Here is a reproducible - nb: we are on torch==2.5.1+cu118. If this is fixed in another version, apologies.

import torch
import torch.nn.functional as F


def run_test(
        device: torch.device,
        n_candidates: int,
        n_draws: int,
        n_trials: int,
        replacement: bool,
        band_width: float,
        band_offset: float,
        generator: torch.Generator,

):
    all_results = []
    for _ in range(n_trials):
        generator.manual_seed(42)

        # Stand-in for some process which randomly generates logits.
        # e.g. randomly sampling designs and running them through a classifier.
        logits = (
            torch.rand(n_candidates, device=device, generator=generator) * band_width
            - band_offset
        )
        # convert logits to probabilities
        probs = F.softmax(logits, dim=-1)

        # draw samples
        results = torch.multinomial(
            probs,
            n_draws,
            replacement=replacement,
            generator=generator,
        )
        all_results.append(results.unsqueeze(1))

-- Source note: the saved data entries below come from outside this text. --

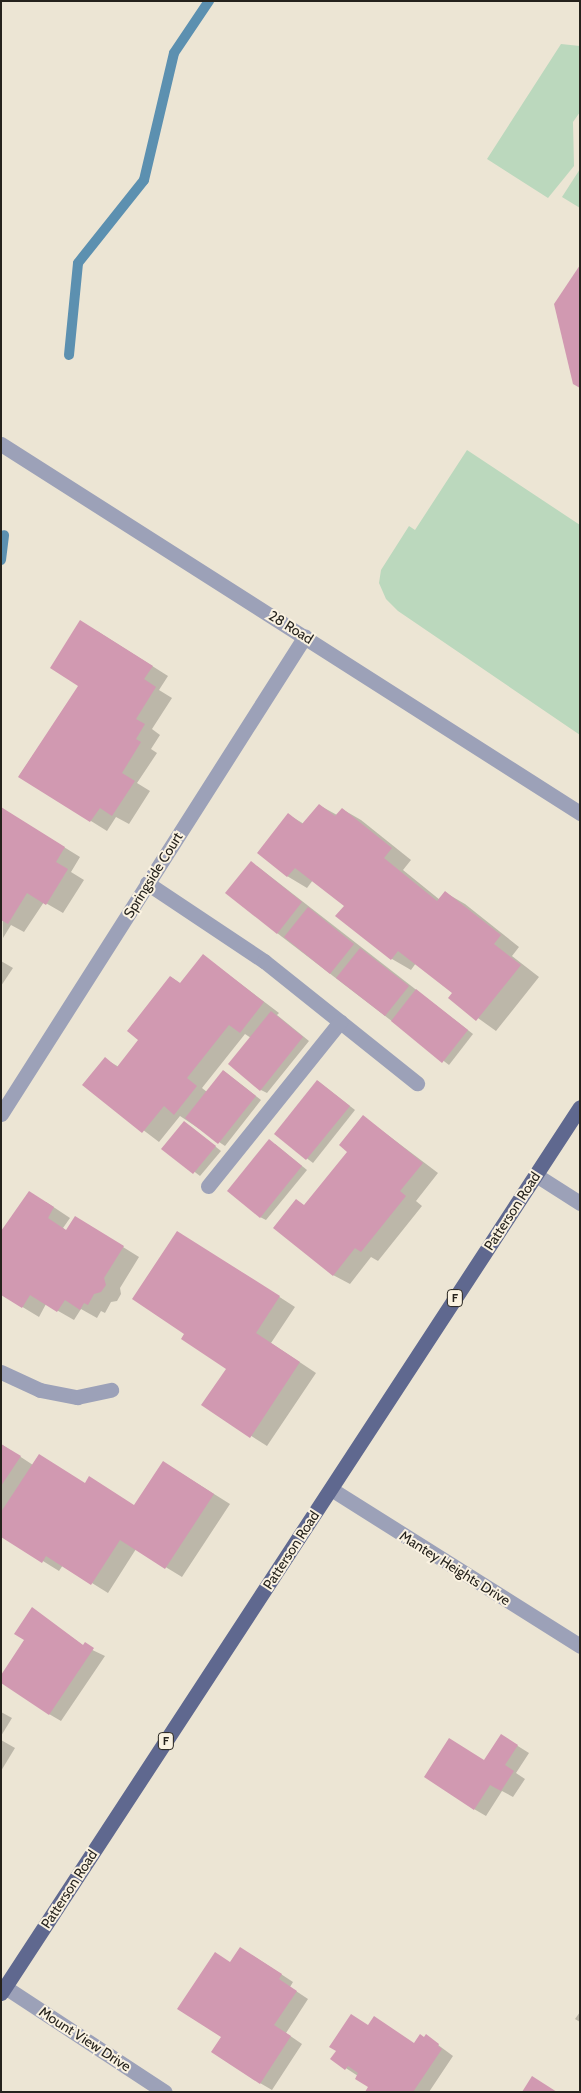 <!DOCTYPE html>
<style>
body{margin:0}
#map{position:relative;width:581px;height:2093px;overflow:hidden;background:#ece5d4;font-family:Cabin,sans-serif}
div>[style]{position:absolute}
.green>*{inset:0;background:#bbd8bd}
.shadow>*{inset:0;background:#0003}
.stream>*{height:10px;margin:-5px;padding:0 5px;transform-origin:5px;border-radius:5px;background:#5c90b0}
.building>*{inset:0;background:#d199b1}
.minor>*{height:15px;margin:-7.5px;padding:0 7.5px;transform-origin:7.5px;border-radius:7.5px;background:#9ca1b8}
.major>*{height:15px;margin:-7.5px;padding:0 7.5px;transform-origin:7.5px;border-radius:7.5px;background:#5f688f}
span{translate:-50% -50%;white-space:nowrap;text-align:center;line-height:1.15;-webkit-text-stroke:4px #faf2e1;paint-order:stroke}
.shield-label span{padding:1px 4px;background:#faf2e1;border:1px solid;border-radius:4px;-webkit-text-stroke-width:0}
.shield-label{font-size:12px;color:#25221c;font-weight:700}
.street-label{font-size:14px;color:#25221c}
.frame{position:absolute;inset:0;border:2px solid #25221c;pointer-events:none}
</style>
<div id="map">
<div class="green">
<i style="clip-path:polygon(561px 44px,580px 46px,580px 112px,573px 122px,574px 166px,548px 198px,487px 159px)"></i>
<i style="clip-path:polygon(580px 169px,580px 208px,562px 197px)"></i>
<i style="clip-path:polygon(467px 450px,580px 525px,580px 735px,398px 611px,386px 599px,379px 583px,381px 570px,409px 526px,415px 530px)"></i>
</div>
<div class="shadow">
<i style="clip-path:polygon(97px 631px,168px 676px,159px 690px,172px 698px,152px 729px,160px 735px,151px 749px,157px 753px,137px 783px,150px 791px,129px 824px,116px 817px,107px 831px,19px 776px,80px 686px)"></i>
<i style="clip-path:polygon(319px 805px,337px 815px,342px 809px,361px 820px,411px 860px,403px 870px,440px 900px,446px 893px,465px 904px,519px 947px,512px 956px,539px 977px,496px 1031px,450px 998px,454px 993px,416px 963px,411px 970px,392px 959px,346px 906px,313px 880px,307px 888px,287px 876px,289px 815px,304px 824px)"></i>
<i style="clip-path:polygon(1px 808px,80px 857px,71px 872px,84px 880px,63px 913px,44px 902px,24px 932px,11px 925px,3px 938px)"></i>
<i style="clip-path:polygon(257px 866px,473px 1034px,449px 1065px,277px 933px)"></i>
<i style="clip-path:polygon(204px 956px,279px 1013px,277px 1015px,309px 1041px,267px 1093px,261px 1090px,251px 1038px,245px 1034px,202px 1088px,207px 1092px,224px 1071px,261px 1100px,225px 1146px,180px 1116px,159px 1142px,84px 1085px,105px 1059px,119px 1067px,140px 1040px,171px 977px,181px 984px)"></i>
<i style="clip-path:polygon(1px 961px,13px 968px,1px 986px)"></i>
<i style="clip-path:polygon(318px 1081px,355px 1110px,313px 1163px,275px 1134px)"></i>
<i style="clip-path:polygon(364px 1117px,438px 1173px,416px 1201px,422px 1206px,378px 1261px,371px 1257px,350px 1284px,333px 1275px,296px 1200px,305px 1206px,348px 1152px)"></i>
<i style="clip-path:polygon(190px 1126px,221px 1151px,200px 1176px,163px 1148px)"></i>
<i style="clip-path:polygon(275px 1144px,307px 1170px,266px 1220px,260px 1217px)"></i>
<i style="clip-path:polygon(46px 1202px,70px 1218px,63px 1228px,67px 1231px,91px 1227px,139px 1257px,120px 1288px,121px 1294px,117px 1301px,111px 1302px,105px 1313px,101px 1311px,97px 1318px,81px 1309px,74px 1320px,46px 1304px,39px 1317px,1px 1294px)"></i>
<i style="clip-path:polygon(233px 1267px,295px 1307px,271px 1343px,316px 1373px,267px 1446px,203px 1405px,228px 1368px)"></i>
<i style="clip-path:polygon(1px 1444px,33px 1465px,135px 1506px,179px 1472px,230px 1504px,182px 1577px,136px 1549px,108px 1593px,63px 1565px,59px 1571px,1px 1535px)"></i>
<i style="clip-path:polygon(32px 1609px,84px 1646px,105px 1656px,61px 1721px,49px 1714px)"></i>
<i style="clip-path:polygon(1px 1712px,12px 1718px,1px 1736px)"></i>
<i style="clip-path:polygon(1px 1740px,15px 1748px,1px 1771px)"></i>
<i style="clip-path:polygon(513px 1743px,529px 1753px,516px 1773px,525px 1779px,513px 1797px,502px 1791px,486px 1816px,474px 1809px,485px 1762px)"></i>
<i style="clip-path:polygon(252px 1955px,293px 1982px,290px 1987px,308px 1999px,286px 2033px,302px 2044px,272px 2090px,260px 2083px,223px 2037px,231px 1963px)"></i>
<i style="clip-path:polygon(580px 2012px,580px 2022px,575px 2019px)"></i>
<i style="clip-path:polygon(369px 2026px,415px 2044px,426px 2036px,453px 2056px,429px 2092px,367px 2092px,370px 2087px,358px 2076px,332px 2059px)"></i>
</div>
<div class="stream">
<i style="left:69px;top:355px;width:92px;rotate:-84.4deg"></i>
<i style="left:78px;top:263px;width:106px;rotate:-51.5deg"></i>
<i style="left:144px;top:180px;width:130px;rotate:-76.7deg"></i>
<i style="left:174px;top:53px;width:63px;rotate:-56.1deg"></i>
<i style="left:1px;top:560px;width:25px;rotate:-83deg"></i>
</div>
<div class="building">
<i style="clip-path:polygon(580px 265px,580px 388px,573px 384px,554px 304px)"></i>
<i style="clip-path:polygon(80px 620px,153px 666px,144px 679px,156px 687px,136px 719px,145px 724px,136px 739px,141px 742px,122px 773px,135px 781px,112px 816px,100px 808px,90px 822px,18px 777px,78px 686px,50px 668px)"></i>
<i style="clip-path:polygon(319px 804px,335px 816px,342px 808px,392px 848px,384px 858px,437px 901px,445px 891px,501px 935px,494px 944px,521px 965px,476px 1021px,448px 998px,452px 993px,398px 951px,391px 960px,335px 916px,344px 906px,295px 868px,287px 877px,257px 853px,288px 813px,302px 824px)"></i>
<i style="clip-path:polygon(1px 807px,65px 847px,56px 862px,68px 869px,46px 905px,27px 893px,8px 924px,1px 920px)"></i>
<i style="clip-path:polygon(251px 861px,302px 902px,277px 934px,225px 893px)"></i>
<i style="clip-path:polygon(308px 907px,354px 944px,330px 974px,284px 937px)"></i>
<i style="clip-path:polygon(360px 948px,409px 986px,385px 1016px,336px 978px)"></i>
<i style="clip-path:polygon(203px 954px,264px 1002px,240px 1033px,229px 1025px,187px 1078px,197px 1086px,174px 1115px,164px 1106px,142px 1133px,82px 1085px,105px 1057px,117px 1067px,138px 1040px,127px 1031px,170px 976px,180px 983px)"></i>
<i style="clip-path:polygon(416px 989px,468px 1030px,442px 1063px,391px 1021px)"></i>
<i style="clip-path:polygon(271px 1011px,303px 1037px,260px 1091px,228px 1064px)"></i>
<i style="clip-path:polygon(223px 1070px,256px 1096px,218px 1144px,185px 1118px)"></i>
<i style="clip-path:polygon(317px 1080px,350px 1106px,306px 1160px,274px 1134px)"></i>
<i style="clip-path:polygon(363px 1115px,423px 1163px,400px 1191px,406px 1196px,361px 1252px,355px 1248px,333px 1276px,273px 1228px,296px 1199px,304px 1205px,347px 1152px,339px 1145px)"></i>
<i style="clip-path:polygon(184px 1121px,216px 1146px,193px 1174px,161px 1149px)"></i>
<i style="clip-path:polygon(269px 1139px,302px 1166px,260px 1218px,227px 1191px)"></i>
<i style="clip-path:polygon(29px 1191px,54px 1207px,48px 1218px,66px 1230px,75px 1216px,124px 1246px,104px 1278px,106px 1285px,101px 1292px,94px 1294px,88px 1305px,84px 1303px,80px 1310px,65px 1300px,57px 1312px,30px 1295px,22px 1308px,1px 1295px,1px 1231px)"></i>
<i style="clip-path:polygon(177px 1231px,280px 1296px,256px 1333px,300px 1362px,250px 1438px,201px 1405px,226px 1369px,181px 1339px,184px 1334px,132px 1299px)"></i>
<i style="clip-path:polygon(1px 1444px,21px 1456px,1px 1486px)"></i>
<i style="clip-path:polygon(39px 1454px,85px 1483px,89px 1476px,134px 1505px,163px 1461px,214px 1494px,165px 1569px,120px 1540px,91px 1585px,46px 1556px,42px 1563px,1px 1537px,1px 1512px)"></i>
<i style="clip-path:polygon(32px 1607px,83px 1645px,85px 1642px,94px 1648px,49px 1715px,1px 1683px,1px 1675px,24px 1640px,14px 1634px)"></i>
<i style="clip-path:polygon(501px 1734px,518px 1745px,505px 1765px,514px 1771px,501px 1791px,490px 1785px,474px 1810px,424px 1777px,449px 1738px,484px 1760px)"></i>
<i style="clip-path:polygon(240px 1947px,282px 1974px,279px 1979px,297px 1991px,274px 2025px,291px 2036px,260px 2084px,211px 2052px,221px 2037px,177px 2009px,215px 1952px,230px 1962px)"></i>
<i style="clip-path:polygon(351px 2014px,368px 2025px,374px 2016px,414px 2043px,420px 2034px,424px 2037px,426px 2034px,439px 2044px,438px 2046px,442px 2049px,413px 2092px,365px 2092px,368px 2087px,355px 2079px,358px 2073px,348px 2066px,345px 2070px,330px 2059px,336px 2051px,329px 2047px)"></i>
<i style="clip-path:polygon(532px 2076px,557px 2092px,522px 2092px)"></i>
</div>
<div class="minor">
<i style="left:1px;top:444px;width:687px;rotate:32.51deg"></i>
<i style="left:147px;top:883px;width:141px;rotate:33.7deg"></i>
<i style="left:264px;top:961px;width:196px;rotate:38.6deg"></i>
<i style="left:1px;top:1114px;width:566px;rotate:-57.54deg"></i>
<i style="left:536px;top:1175px;width:52px;rotate:32.5deg"></i>
<i style="left:208px;top:1186px;width:211px;rotate:-51.2deg"></i>
<i style="left:1px;top:1372px;width:43px;rotate:24.8deg"></i>
<i style="left:40px;top:1390px;width:38px;rotate:11deg"></i>
<i style="left:77px;top:1397px;width:35px;rotate:-12deg"></i>
<i style="left:331px;top:1489px;width:294px;rotate:32.2deg"></i>
<i style="left:5px;top:1987px;width:191px;rotate:33.3deg"></i>
</div>
<div class="major">
<i style="left:1px;top:1993px;width:1058px;rotate:-56.84deg"></i>
</div>
<div class="shield-label">
<span style="left:455px;top:1298px">F</span>
<span style="left:166px;top:1741px">F</span>
</div>
<div class="street-label">
<span style="left:291px;top:627px;rotate:32deg">28 Road</span>
<span style="left:153px;top:875px;rotate:-58deg">Springside Court</span>
<span style="left:512px;top:1211px;rotate:-57deg">Patterson Road</span>
<span style="left:291px;top:1550px;rotate:-57deg">Patterson Road</span>
<span style="left:455px;top:1568px;rotate:32deg">Mantey Heights Drive</span>
<span style="left:69px;top:1889px;rotate:-57deg">Patterson Road</span>
<span style="left:85px;top:2039px;rotate:33deg">Mount View Drive</span>
</div>
<div class="frame"></div>
</div>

    # combine the samples, shape is (n_draws, n_trials)
    results = torch.cat(all_results, dim=1)
    errors = []
    for nth_draw in range(n_draws):
        # get the nth draw across all trials
        nth_draw_across_trials = results[nth_draw]
        unique, counts = torch.unique(nth_draw_across_trials, return_counts=True)

        # We expect each draw to be identical across all trials.
        # which would mean a single unique index was selected across all trials.
        if len(unique) > 1:
            errors.append((nth_draw, unique))

    message = (
        f"There are {len(errors)} row(s) in the output that are not identical across all {n_trials} trials."
        " The following samples are misaligned:"
    )
    if len(errors) > 0:
        print(message)

        for nth_draw, unique in errors:
            print(f"Draw {nth_draw} was not identical across all trials.  {len(unique)} different indices were sampled across {n_trials} trials: {unique.cpu().numpy().tolist()}")
    else:
        print("All samples are identical across all trials.")


device = torch.device("cuda")
generator = torch.Generator(device)
band_width = 5
band_offset = -5
n_candidates = 1_000_000
n_draws = 1000
n_trials = 1000
replacement = True

run_test(
    device=device,
    n_candidates=n_candidates,
    n_draws=n_draws,
    n_trials=n_trials,
    replacement=replacement,
    band_width=band_width,
    band_offset=band_offset,
    generator=generator,

)

Example output (will change across runs):

There are 11 row(s) in the output that are not identical across all 1000 trials. The following samples are misaligned:
Draw 65 was not identical across all trials.  2 different indices were sampled across 1000 trials: [197680, 197681]
Draw 111 was not identical across all trials.  2 different indices were sampled across 1000 trials: [128305, 128306]
Draw 115 was not identical across all trials.  2 different indices were sampled across 1000 trials: [181477, 181478]
Draw 306 was not identical across all trials.  2 different indices were sampled across 1000 trials: [66297, 66298]
Draw 465 was not identical across all trials.  2 different indices were sampled across 1000 trials: [131393, 131394]
Draw 550 was not identical across all trials.  2 different indices were sampled across 1000 trials: [90228, 90229]
Draw 585 was not identical across all trials.  2 different indices were sampled across 1000 trials: [129377, 129378]
Draw 802 was not identical across all trials.  2 different indices were sampled across 1000 trials: [154692, 154693]
Draw 846 was not identical across all trials.  2 different indices were sampled across 1000 trials: [175321, 175322]
Draw 856 was not identical across all trials.  2 different indices were sampled across 1000 trials: [135070, 135071]
Draw 954 was not identical across all trials.  2 different indices were sampled across 1000 trials: [184852, 184853]

This seems to be related to this post so make sure you are enabling deterministic algorithms and are using a new PyTorch version.